**WHAT NEEDS TO BE DONE:** Repeat every entry exactly. Leave nothing out.

Dataset excerpts:
● ● ● ● ● ● ●

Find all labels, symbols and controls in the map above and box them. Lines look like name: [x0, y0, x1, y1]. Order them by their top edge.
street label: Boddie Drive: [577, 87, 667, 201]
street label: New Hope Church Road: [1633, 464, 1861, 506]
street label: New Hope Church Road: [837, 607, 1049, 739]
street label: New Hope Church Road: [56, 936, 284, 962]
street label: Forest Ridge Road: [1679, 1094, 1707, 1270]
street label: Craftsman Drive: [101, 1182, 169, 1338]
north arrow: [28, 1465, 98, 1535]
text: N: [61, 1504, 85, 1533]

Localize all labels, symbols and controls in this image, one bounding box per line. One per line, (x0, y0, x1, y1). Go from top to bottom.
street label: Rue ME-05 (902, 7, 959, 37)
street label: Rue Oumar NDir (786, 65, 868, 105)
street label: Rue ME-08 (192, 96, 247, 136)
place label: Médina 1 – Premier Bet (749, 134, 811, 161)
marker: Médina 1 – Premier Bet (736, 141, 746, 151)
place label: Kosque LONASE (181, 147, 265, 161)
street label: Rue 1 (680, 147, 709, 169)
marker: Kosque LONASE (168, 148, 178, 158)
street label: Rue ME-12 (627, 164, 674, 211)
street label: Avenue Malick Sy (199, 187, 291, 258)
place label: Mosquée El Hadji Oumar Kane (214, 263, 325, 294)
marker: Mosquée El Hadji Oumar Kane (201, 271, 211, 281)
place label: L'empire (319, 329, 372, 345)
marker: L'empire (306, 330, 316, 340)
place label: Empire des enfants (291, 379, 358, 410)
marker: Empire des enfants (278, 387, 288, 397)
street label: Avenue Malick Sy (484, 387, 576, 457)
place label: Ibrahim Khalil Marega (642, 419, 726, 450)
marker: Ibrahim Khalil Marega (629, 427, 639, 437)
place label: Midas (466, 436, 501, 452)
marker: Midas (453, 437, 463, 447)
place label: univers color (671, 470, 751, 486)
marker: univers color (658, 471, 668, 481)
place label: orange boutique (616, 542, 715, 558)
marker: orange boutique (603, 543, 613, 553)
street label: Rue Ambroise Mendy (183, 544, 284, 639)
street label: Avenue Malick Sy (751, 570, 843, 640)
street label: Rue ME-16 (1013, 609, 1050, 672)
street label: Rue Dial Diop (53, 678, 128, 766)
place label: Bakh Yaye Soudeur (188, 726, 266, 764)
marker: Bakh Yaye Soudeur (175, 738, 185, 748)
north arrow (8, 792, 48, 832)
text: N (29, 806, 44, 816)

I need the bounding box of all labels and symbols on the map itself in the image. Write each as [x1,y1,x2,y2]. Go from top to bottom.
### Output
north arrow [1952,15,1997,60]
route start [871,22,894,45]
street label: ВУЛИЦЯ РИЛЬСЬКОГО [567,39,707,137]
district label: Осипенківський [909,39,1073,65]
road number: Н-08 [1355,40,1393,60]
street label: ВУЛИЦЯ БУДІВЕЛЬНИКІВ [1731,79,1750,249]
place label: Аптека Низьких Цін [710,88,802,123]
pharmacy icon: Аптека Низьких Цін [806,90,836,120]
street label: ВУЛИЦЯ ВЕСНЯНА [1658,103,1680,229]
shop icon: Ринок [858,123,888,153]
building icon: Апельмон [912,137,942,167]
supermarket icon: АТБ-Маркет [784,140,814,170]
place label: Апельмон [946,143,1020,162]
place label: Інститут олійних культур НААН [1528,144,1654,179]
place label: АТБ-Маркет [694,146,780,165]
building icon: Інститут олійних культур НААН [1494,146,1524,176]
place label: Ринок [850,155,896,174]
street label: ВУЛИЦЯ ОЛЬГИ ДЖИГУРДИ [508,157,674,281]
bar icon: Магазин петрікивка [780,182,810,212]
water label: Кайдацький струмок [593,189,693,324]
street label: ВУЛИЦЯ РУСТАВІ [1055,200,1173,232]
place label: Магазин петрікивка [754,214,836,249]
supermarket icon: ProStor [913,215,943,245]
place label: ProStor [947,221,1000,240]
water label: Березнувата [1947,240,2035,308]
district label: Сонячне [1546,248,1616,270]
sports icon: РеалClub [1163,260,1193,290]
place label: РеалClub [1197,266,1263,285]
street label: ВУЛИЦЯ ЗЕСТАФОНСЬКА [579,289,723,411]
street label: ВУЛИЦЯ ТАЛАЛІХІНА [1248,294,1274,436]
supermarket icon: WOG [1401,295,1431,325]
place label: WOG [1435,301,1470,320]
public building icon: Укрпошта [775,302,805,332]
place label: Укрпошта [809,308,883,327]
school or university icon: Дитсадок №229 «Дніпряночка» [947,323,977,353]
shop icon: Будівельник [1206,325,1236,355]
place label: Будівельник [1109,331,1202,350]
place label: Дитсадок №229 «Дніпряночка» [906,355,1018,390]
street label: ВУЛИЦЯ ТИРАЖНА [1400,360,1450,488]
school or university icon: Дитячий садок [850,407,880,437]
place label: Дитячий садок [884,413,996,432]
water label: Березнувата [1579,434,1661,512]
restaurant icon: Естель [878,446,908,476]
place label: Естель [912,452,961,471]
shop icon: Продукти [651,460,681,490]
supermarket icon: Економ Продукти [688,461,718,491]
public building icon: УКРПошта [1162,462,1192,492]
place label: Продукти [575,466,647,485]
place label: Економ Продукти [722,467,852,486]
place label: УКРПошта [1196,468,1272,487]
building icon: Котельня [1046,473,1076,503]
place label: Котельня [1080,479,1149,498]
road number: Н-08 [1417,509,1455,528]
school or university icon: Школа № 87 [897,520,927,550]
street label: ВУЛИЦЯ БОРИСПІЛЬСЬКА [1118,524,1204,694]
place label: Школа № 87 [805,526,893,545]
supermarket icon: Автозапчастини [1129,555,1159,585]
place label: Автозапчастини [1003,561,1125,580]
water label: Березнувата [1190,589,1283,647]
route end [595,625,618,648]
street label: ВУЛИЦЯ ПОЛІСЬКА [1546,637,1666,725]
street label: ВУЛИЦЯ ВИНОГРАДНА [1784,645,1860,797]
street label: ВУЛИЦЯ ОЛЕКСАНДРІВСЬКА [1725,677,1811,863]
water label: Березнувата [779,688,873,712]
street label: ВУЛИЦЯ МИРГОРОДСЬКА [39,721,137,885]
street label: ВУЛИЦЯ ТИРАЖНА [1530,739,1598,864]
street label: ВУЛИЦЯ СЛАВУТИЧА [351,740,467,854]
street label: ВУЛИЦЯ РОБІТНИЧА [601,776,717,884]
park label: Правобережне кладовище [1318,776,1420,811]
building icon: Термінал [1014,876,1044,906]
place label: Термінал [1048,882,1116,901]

● ● ● ● ● ● ●

**PROBLEM SOLUTION:**
Find all labels, symbols and controls in the map above and box them. Lines look like name: [x0, y0, x1, y1]. Order them by their top edge.
street label: Boddie Drive: [577, 87, 667, 201]
street label: New Hope Church Road: [1633, 464, 1861, 506]
street label: New Hope Church Road: [837, 607, 1049, 739]
street label: New Hope Church Road: [56, 936, 284, 962]
street label: Forest Ridge Road: [1679, 1094, 1707, 1270]
street label: Craftsman Drive: [101, 1182, 169, 1338]
north arrow: [28, 1465, 98, 1535]
text: N: [61, 1504, 85, 1533]

Localize all labels, symbols and controls in this image, one bounding box per line. One per line, (x0, y0, x1, y1). Go from top to bottom.
street label: Rue ME-05 (902, 7, 959, 37)
street label: Rue Oumar NDir (786, 65, 868, 105)
street label: Rue ME-08 (192, 96, 247, 136)
place label: Médina 1 – Premier Bet (749, 134, 811, 161)
marker: Médina 1 – Premier Bet (736, 141, 746, 151)
place label: Kosque LONASE (181, 147, 265, 161)
street label: Rue 1 (680, 147, 709, 169)
marker: Kosque LONASE (168, 148, 178, 158)
street label: Rue ME-12 (627, 164, 674, 211)
street label: Avenue Malick Sy (199, 187, 291, 258)
place label: Mosquée El Hadji Oumar Kane (214, 263, 325, 294)
marker: Mosquée El Hadji Oumar Kane (201, 271, 211, 281)
place label: L'empire (319, 329, 372, 345)
marker: L'empire (306, 330, 316, 340)
place label: Empire des enfants (291, 379, 358, 410)
marker: Empire des enfants (278, 387, 288, 397)
street label: Avenue Malick Sy (484, 387, 576, 457)
place label: Ibrahim Khalil Marega (642, 419, 726, 450)
marker: Ibrahim Khalil Marega (629, 427, 639, 437)
place label: Midas (466, 436, 501, 452)
marker: Midas (453, 437, 463, 447)
place label: univers color (671, 470, 751, 486)
marker: univers color (658, 471, 668, 481)
place label: orange boutique (616, 542, 715, 558)
marker: orange boutique (603, 543, 613, 553)
street label: Rue Ambroise Mendy (183, 544, 284, 639)
street label: Avenue Malick Sy (751, 570, 843, 640)
street label: Rue ME-16 (1013, 609, 1050, 672)
street label: Rue Dial Diop (53, 678, 128, 766)
place label: Bakh Yaye Soudeur (188, 726, 266, 764)
marker: Bakh Yaye Soudeur (175, 738, 185, 748)
north arrow (8, 792, 48, 832)
text: N (29, 806, 44, 816)

I need the bounding box of all labels and symbols on the map itself in the image. Write each as [x1,y1,x2,y2]. Go from top to bottom.
### Output
north arrow [1952,15,1997,60]
route start [871,22,894,45]
street label: ВУЛИЦЯ РИЛЬСЬКОГО [567,39,707,137]
district label: Осипенківський [909,39,1073,65]
road number: Н-08 [1355,40,1393,60]
street label: ВУЛИЦЯ БУДІВЕЛЬНИКІВ [1731,79,1750,249]
place label: Аптека Низьких Цін [710,88,802,123]
pharmacy icon: Аптека Низьких Цін [806,90,836,120]
street label: ВУЛИЦЯ ВЕСНЯНА [1658,103,1680,229]
shop icon: Ринок [858,123,888,153]
building icon: Апельмон [912,137,942,167]
supermarket icon: АТБ-Маркет [784,140,814,170]
place label: Апельмон [946,143,1020,162]
place label: Інститут олійних культур НААН [1528,144,1654,179]
place label: АТБ-Маркет [694,146,780,165]
building icon: Інститут олійних культур НААН [1494,146,1524,176]
place label: Ринок [850,155,896,174]
street label: ВУЛИЦЯ ОЛЬГИ ДЖИГУРДИ [508,157,674,281]
bar icon: Магазин петрікивка [780,182,810,212]
water label: Кайдацький струмок [593,189,693,324]
street label: ВУЛИЦЯ РУСТАВІ [1055,200,1173,232]
place label: Магазин петрікивка [754,214,836,249]
supermarket icon: ProStor [913,215,943,245]
place label: ProStor [947,221,1000,240]
water label: Березнувата [1947,240,2035,308]
district label: Сонячне [1546,248,1616,270]
sports icon: РеалClub [1163,260,1193,290]
place label: РеалClub [1197,266,1263,285]
street label: ВУЛИЦЯ ЗЕСТАФОНСЬКА [579,289,723,411]
street label: ВУЛИЦЯ ТАЛАЛІХІНА [1248,294,1274,436]
supermarket icon: WOG [1401,295,1431,325]
place label: WOG [1435,301,1470,320]
public building icon: Укрпошта [775,302,805,332]
place label: Укрпошта [809,308,883,327]
school or university icon: Дитсадок №229 «Дніпряночка» [947,323,977,353]
shop icon: Будівельник [1206,325,1236,355]
place label: Будівельник [1109,331,1202,350]
place label: Дитсадок №229 «Дніпряночка» [906,355,1018,390]
street label: ВУЛИЦЯ ТИРАЖНА [1400,360,1450,488]
school or university icon: Дитячий садок [850,407,880,437]
place label: Дитячий садок [884,413,996,432]
water label: Березнувата [1579,434,1661,512]
restaurant icon: Естель [878,446,908,476]
place label: Естель [912,452,961,471]
shop icon: Продукти [651,460,681,490]
supermarket icon: Економ Продукти [688,461,718,491]
public building icon: УКРПошта [1162,462,1192,492]
place label: Продукти [575,466,647,485]
place label: Економ Продукти [722,467,852,486]
place label: УКРПошта [1196,468,1272,487]
building icon: Котельня [1046,473,1076,503]
place label: Котельня [1080,479,1149,498]
road number: Н-08 [1417,509,1455,528]
school or university icon: Школа № 87 [897,520,927,550]
street label: ВУЛИЦЯ БОРИСПІЛЬСЬКА [1118,524,1204,694]
place label: Школа № 87 [805,526,893,545]
supermarket icon: Автозапчастини [1129,555,1159,585]
place label: Автозапчастини [1003,561,1125,580]
water label: Березнувата [1190,589,1283,647]
route end [595,625,618,648]
street label: ВУЛИЦЯ ПОЛІСЬКА [1546,637,1666,725]
street label: ВУЛИЦЯ ВИНОГРАДНА [1784,645,1860,797]
street label: ВУЛИЦЯ ОЛЕКСАНДРІВСЬКА [1725,677,1811,863]
water label: Березнувата [779,688,873,712]
street label: ВУЛИЦЯ МИРГОРОДСЬКА [39,721,137,885]
street label: ВУЛИЦЯ ТИРАЖНА [1530,739,1598,864]
street label: ВУЛИЦЯ СЛАВУТИЧА [351,740,467,854]
street label: ВУЛИЦЯ РОБІТНИЧА [601,776,717,884]
park label: Правобережне кладовище [1318,776,1420,811]
building icon: Термінал [1014,876,1044,906]
place label: Термінал [1048,882,1116,901]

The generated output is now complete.